SOURCE DATA:
'''

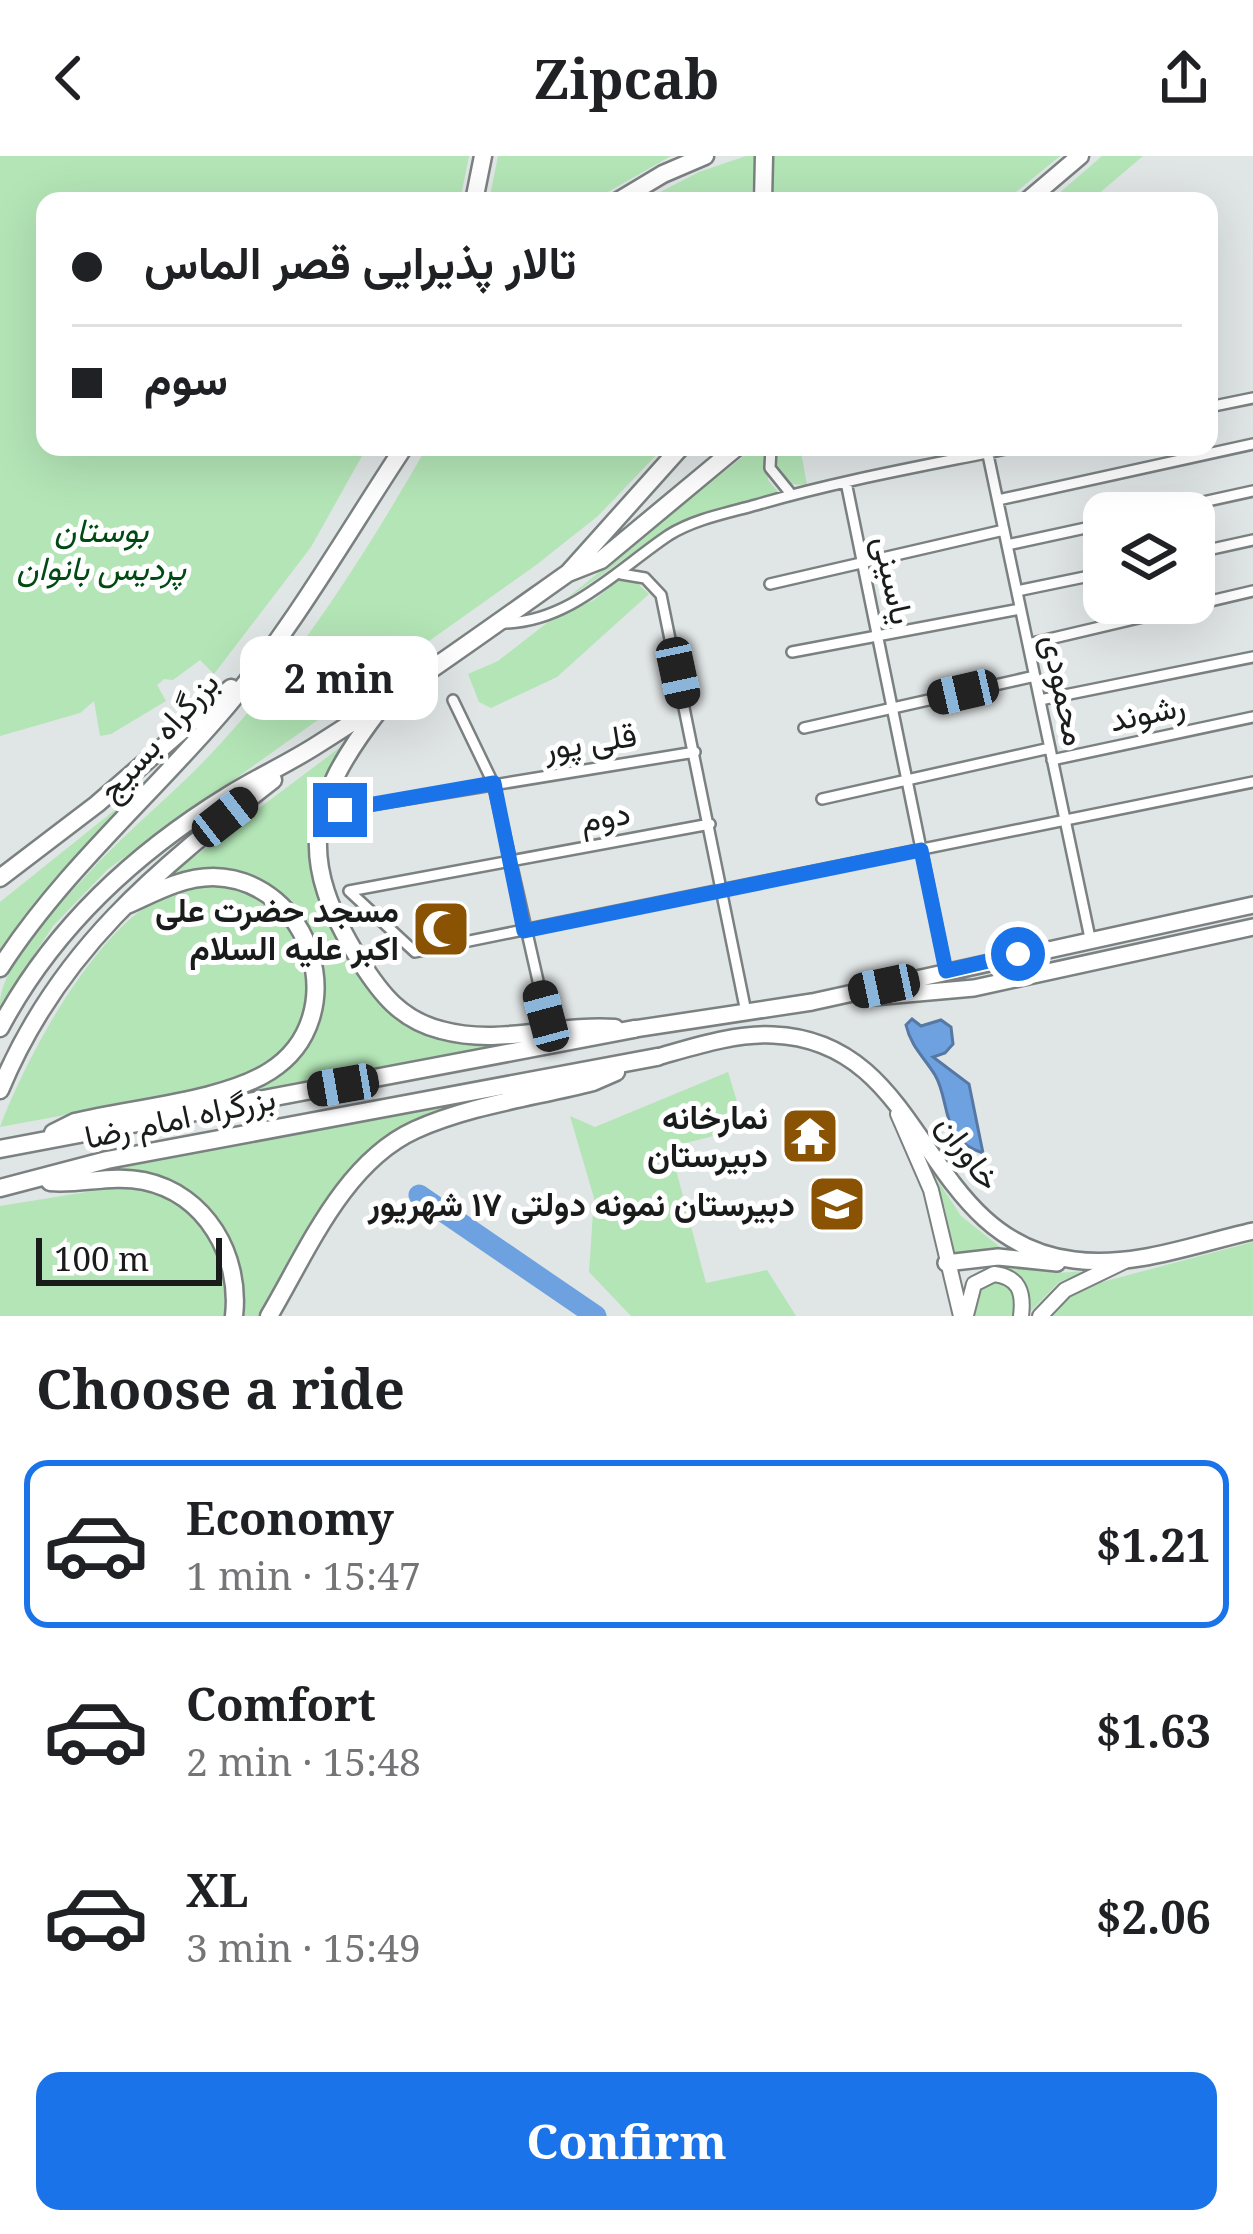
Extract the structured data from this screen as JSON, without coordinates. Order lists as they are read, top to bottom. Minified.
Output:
{"streets":{"highway":["بزرگراه بسیج","بزرگراه امام رضا"],"main road":["خاوران"],"street":["یاسینی","محمودی","رشوند","قلی پور","دوم"]},"crossings":[["یاسینی","رشوند"],["محمودی","رشوند"],["بزرگراه امام رضا","خاوران"]],"parks":["بوستان پردیس بانوان"],"places":{"mosque":["مسجد حضرت علی اکبر علیه السلام"],"temple":["نمارخانه دبیرستان"],"school or university":["دبیرستان نمونه دولتی ۱۷ شهریور"]},"scale_bar":"100 m","page":{"header":"Zipcab","banner":["تالار پذیرایی قصر الماس","سوم"],"bubble":"2 min","scale":"100 m","heading":"Choose a ride","list":[{"name":"Economy","note":"1 min · 15:47","value":"$1.21"},{"name":"Comfort","note":"2 min · 15:48","value":"$1.63"},{"name":"XL","note":"3 min · 15:49","value":"$2.06"}],"buttons":"Confirm"}}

'''

PROMPT: Please set down the data above exactly as given, leaving every picture out.

WRITTEN RESPONSE:
Extract the structured data from this screen as JSON, without coordinates. Order lists as they are read, top to bottom. Minified.
Output:
{"streets":{"highway":["بزرگراه بسیج","بزرگراه امام رضا"],"main road":["خاوران"],"street":["یاسینی","محمودی","رشوند","قلی پور","دوم"]},"crossings":[["یاسینی","رشوند"],["محمودی","رشوند"],["بزرگراه امام رضا","خاوران"]],"parks":["بوستان پردیس بانوان"],"places":{"mosque":["مسجد حضرت علی اکبر علیه السلام"],"temple":["نمارخانه دبیرستان"],"school or university":["دبیرستان نمونه دولتی ۱۷ شهریور"]},"scale_bar":"100 m","page":{"header":"Zipcab","banner":["تالار پذیرایی قصر الماس","سوم"],"bubble":"2 min","scale":"100 m","heading":"Choose a ride","list":[{"name":"Economy","note":"1 min · 15:47","value":"$1.21"},{"name":"Comfort","note":"2 min · 15:48","value":"$1.63"},{"name":"XL","note":"3 min · 15:49","value":"$2.06"}],"buttons":"Confirm"}}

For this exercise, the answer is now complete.